Numéro : Vous travaillez à présent en solo après avoir œuvré en duo, aux côtés de Maria Grazia Chiuri, pendant plus d’une vingtaine d’années. Comment cela influence-t-il votre création ?
Pierpaolo Piccioli : Mon processus est beaucoup plus intuitif, plus émotionnel. Lorsqu’on travaille à deux, on doit parvenir à un consensus, donc tout est beaucoup plus réfléchi. Lorsque je travaille seul, les choses sont plus directes. J’ai pris conscience que je commence chaque collection en ayant à l’esprit une réflexion plus qu’une inspiration. Dans notre époque dominée par la technologie et le digital, j’ai envie de me tourner vers quelque chose de plus spirituel, de plus sacré. Lorsque je commence une collection, j’ai toujours en tête le début et la fin.
C’est la façon dont certains romanciers travaillent…
Oui, il s’agit de tisser un récit entre ces deux images de début et de fin, en gardant une cohérence tout au long du processus.
Vous inspirez-vous souvent de vos lectures, ou des objets culturels qui vous occupent à un moment précis ?

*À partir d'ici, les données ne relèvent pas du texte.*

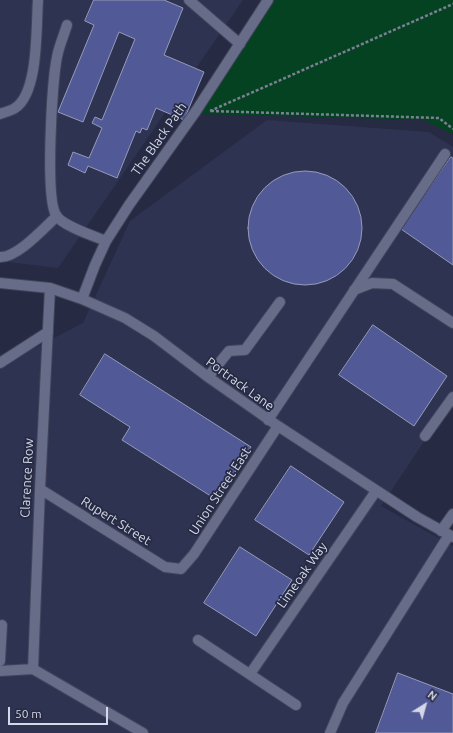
<!DOCTYPE html>
<style>
body{margin:0}
#map{position:relative;width:453px;height:733px;overflow:hidden;background:#262a43;font-family:Ubuntu,sans-serif}
canvas{display:block}
.north{position:absolute;left:405px;top:685px;width:40px;height:40px;-webkit-text-stroke:3px #262a43;paint-order:stroke;rotate:37deg;font-size:11px;font-weight:700;line-height:16px;text-align:center;color:#d4d8e8}
.north::after{content:'';display:block;margin:auto;width:14px;height:18px;background:#d4d8e8;clip-path:polygon(50% 0,100% 100%,50% 72%,0 100%)}
.scale{position:absolute;left:8px;top:707px;width:100px;height:18px;box-sizing:border-box;border:2px solid #d4d8e8;border-top:0;padding-left:5px;font-size:12px;line-height:14px;white-space:nowrap;color:#d4d8e8;-webkit-text-stroke:3px #262a43;paint-order:stroke}
</style>
<div id="map">
<canvas width="453" height="733"></canvas>
<div class="north">N</div>
<div class="scale">50 m</div>
</div>
<script>
const context = document.querySelector('canvas').getContext('2d');
context.lineJoin = 'round';
function paint(path, color) { context.fillStyle = color; context.fill(path, 'evenodd'); }
function stroke(path, color, width, dash) { context.strokeStyle = color; context.lineWidth = width; context.lineCap = dash ? 'butt' : 'round'; context.setLineDash(dash || []); context.stroke(path); }
function write(font, color, halo, rows, align = 'center') {
  context.font = font + ' Ubuntu,sans-serif'; context.lineWidth = 3.5; context.setLineDash([]); context.textBaseline = 'middle'; context.strokeStyle = halo; context.fillStyle = color; for (const [text, x, y, turn = 0] of rows) {
    context.save(); context.translate(x, y); context.rotate((+turn || 0) * Math.PI / 180); context.textAlign = isNaN(turn) ? turn : align; if (halo) context.strokeText(text, 0, 0); context.fillText(text, 0, 0); context.restore();
  }
}
paint(new Path2D(`
 M0,0H243L58,268L0,261Z
 M267,120L429,132L453,147V398L381,506L453,546V733H0V366L83,323L130,221Z`), '#2f3352');
paint(new Path2D(`
 M275,0H453V134L423,120L200,114Z`), '#054221');
const building = new Path2D(`
 M94,0H164L183,8L164,55L204,72L184,120L156,108L147,130L142,128L140,133L136,131L117,178L88,166L85,173L68,165L73,152L89,158L102,128L92,123L95,117L102,120L135,39L119,32L83,122L58,112L94,25L85,21Z
 M451,157L453,158V265L401,229Z
 M248 228a57 57 0 1 1 114 0a57 57 0 1 1-114 0Z
 M373,325L447,376L414,426L339,375Z
 M105,354L251,447L217,500L122,440L130,427L80,395Z
 M291,466L344,502L309,555L255,520Z
 M240,547L292,580L256,636L204,603Z
 M398,673L453,694V733H376Z`);
paint(building, '#515996');
stroke(building, '#959bb9', 1);
const minor = new Path2D(`
 M189,0L240,44
 M67,25C64,35 59,46 57,57C52,81 45,197 56,215C62,226 94,236 106,241
 M0,114C4,112 11,111 15,108C39,93 36,26 38,0
 M0,257C17,258 44,228 57,216
 M0,283L50,288L82,299L125,318L154,336L208,377L278,426L417,517L453,537
 M354,290L372,283L393,284L453,323
 M82,299L95,265L106,241L129,205L196,111L268,0
 M0,363L48,332
 M208,377L229,351L245,350L280,302
 M268,420L445,154
 M425,436L453,397
 M40,489L165,567L181,569L194,554L278,426
 M441,531L453,514
 M198,640L296,705
 M0,661L2,625
 M33,669L40,489L50,288
 M33,669L143,733
 M0,671L33,669
 M250,674L376,491
 M330,733L343,703L449,535`);
stroke(minor, '#42455a', 12);
stroke(new Path2D(`
 M210,111L453,4
 M211,111L439,118L453,129`), '#7c8095', 2.5, [3, 2]);
stroke(minor, '#676c88', 10);
write('13px', '#d4d8e8', '#262a43', [
 ["The Black Path",159,139,-55],
 ["Portrack Lane",240,384,36],
 ["Clarence Row",27,478,-87],
 ["Union Street East",220,491,-57],
 ["Rupert Street",116,521,32],
 ["Limeoak Way",302,575,-55]
]);
</script>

Je m’inspire de tout cela, mais sans les traduire de façon littérale. Il s’agit plutôt d’évoquer les émotions et les réflexions qu’ils font naître en moi. Parfois, c’est d’autant plus intéressant que les références sont loin de mon univers.
Malgré le succès, vous conservez un mode de vie très simple et restez fidèle à vos origines : vous travaillez à Rome où vous avez fait vos études, tout en vivant à Nettuno, une ville balnéaire située à quelque 60 km de là, où vous êtes né. À vos yeux, est-il important d’injecter un peu d’âme dans le monde globalisé de la mode ?
Je pense même que c’est nécessaire. Pour être le directeur créatif d’une si grande maison, j’ai justement besoin de conserver une approche personnelle, voire intime. Je pense que cela fait toute la différence. Derrière le système de la mode, il y a des gens. Si je ne ressens pas cette humanité, même dans une entreprise de l’envergure de Valentino, tout devient trop générique. Aujourd’hui, le mode digital et les réseaux sociaux donnent l’opportunité à chacun de communiquer sa propre authenticité. Travailler depuis Rome ou depuis Paris, cela crée nécessairement une énorme différence, qui devrait pleinement se ressentir. Instagram est une plateforme sur laquelle il est possible de raconter des histoires personnelles. C’est un endroit où l’on peut ainsi percevoir directement l’histoire et les émotions qui nourrissent une marque globale. Vivre à Nettuno est une source de grande force pour moi, cela m’apporte un équilibre. Je ne veux pas oublier qui je suis, et je ne veux pas vivre dans un château – ça ne me correspondrait pas.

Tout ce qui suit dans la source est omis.